## Homework 2:
##### In this project, we will be analyzing a dataset of Wikipedia articles with a dataset of state populations, and use a machine learning service called ORES to estimate the quality of the articles about the cities. Part of this file uses code developed by Dr. David W. McDonald for use in DATA 512, a course in the UW MS Data Science degree program. This code is provided under the [Creative Commons](https://creativecommons.org) [CC-BY license](https://creativecommons.org/licenses/by/4.0/). Revision 1.2 - August 14, 2023

### Step 1: Setting up the API call function to get information about the Wikipedia page.

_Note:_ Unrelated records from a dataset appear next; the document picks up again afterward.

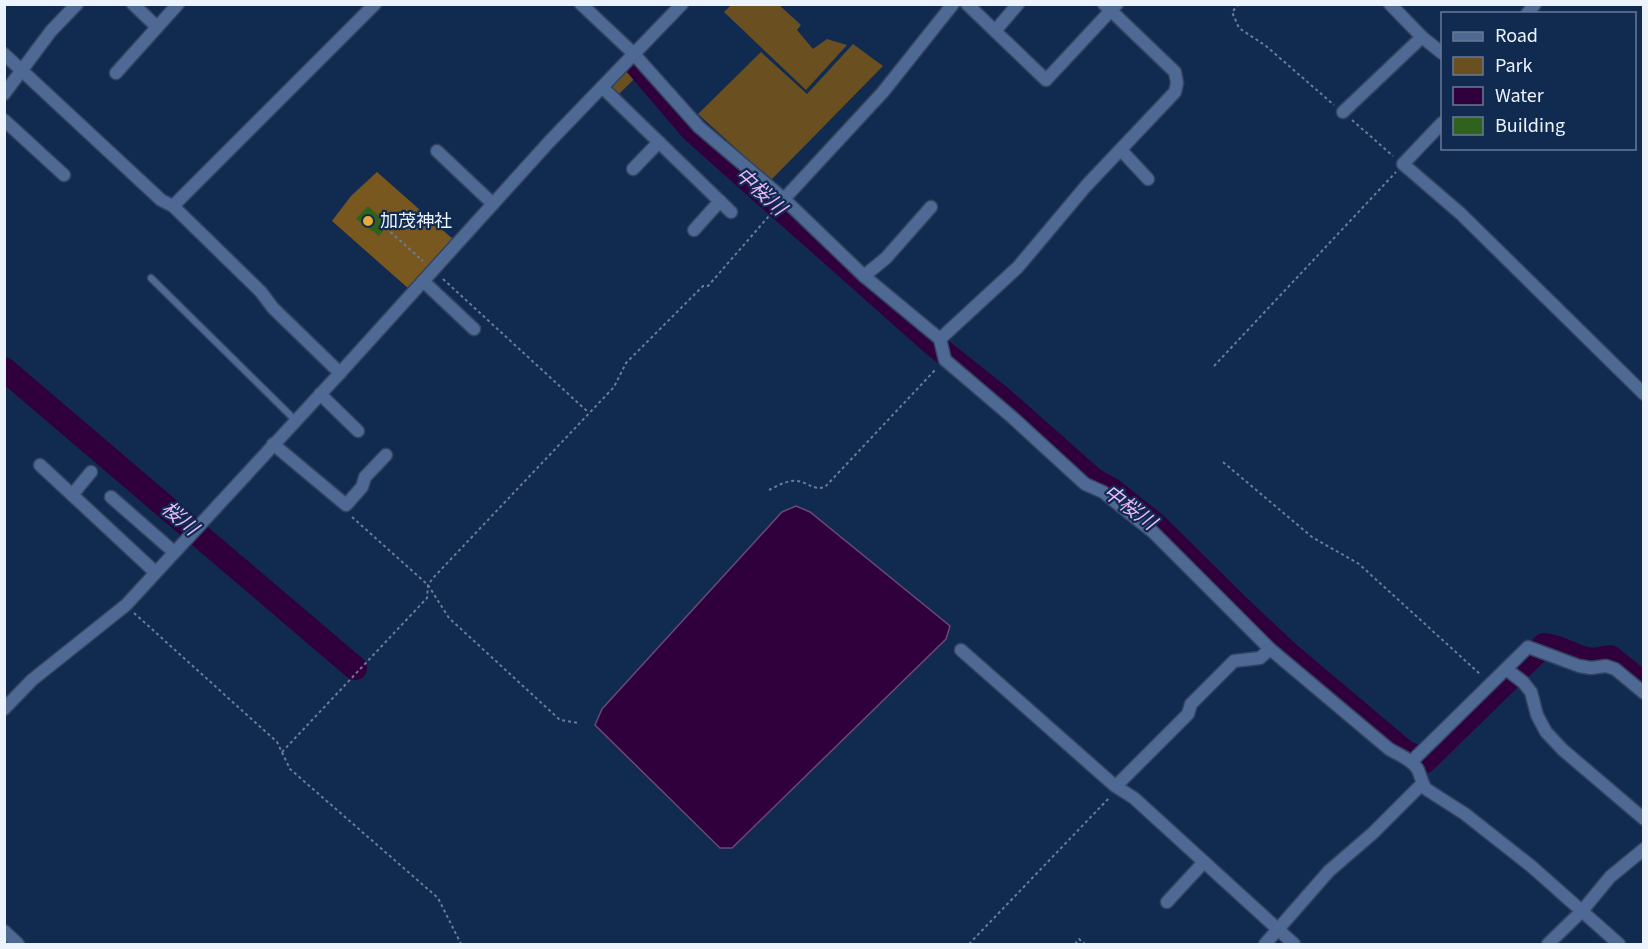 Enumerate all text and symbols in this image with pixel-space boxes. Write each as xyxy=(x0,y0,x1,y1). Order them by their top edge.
legend xyxy=(1441,12,1636,150)
text: Road xyxy=(1495,21,1538,47)
text: Park xyxy=(1495,51,1533,77)
text: Water xyxy=(1495,81,1545,107)
text: Building xyxy=(1495,111,1565,137)
water label: 中桜川 xyxy=(730,159,795,222)
place label: 加茂神社 xyxy=(380,206,452,232)
marker: 加茂神社 xyxy=(361,214,375,228)
water label: 中桜川 xyxy=(1098,476,1165,537)
water label: 桜川 xyxy=(156,493,207,542) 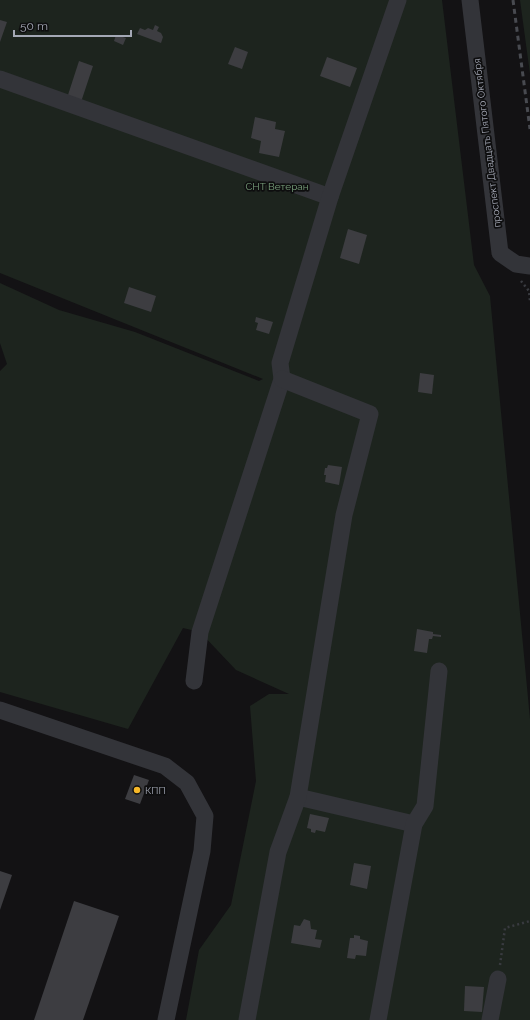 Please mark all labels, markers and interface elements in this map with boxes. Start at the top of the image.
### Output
scale bar [14,12,131,38]
text: 50 m [20,19,48,33]
street label: проспект Двадцать Пятого Октября [471,58,503,228]
park label: СНТ Ветеран [245,181,309,192]
marker: КПП [132,785,142,795]
place label: КПП [145,785,166,796]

#### 1.1 Importing required libraries

In [180]:
# These are standard python modules
import json, time, requests, urllib.parse
import pandas as pd
import seaborn as sns
import matplotlib.pyplot as plt
import math
import warnings
warnings.filterwarnings('ignore')
from tqdm import tqdm
import numpy as np



#### 1.2 Defining constants for the API call to get Revision ID

In [2]:
#########
#
#    CONSTANTS
#

# The basic English Wikipedia API endpoint
API_ENWIKIPEDIA_ENDPOINT = "https://en.wikipedia.org/w/api.php"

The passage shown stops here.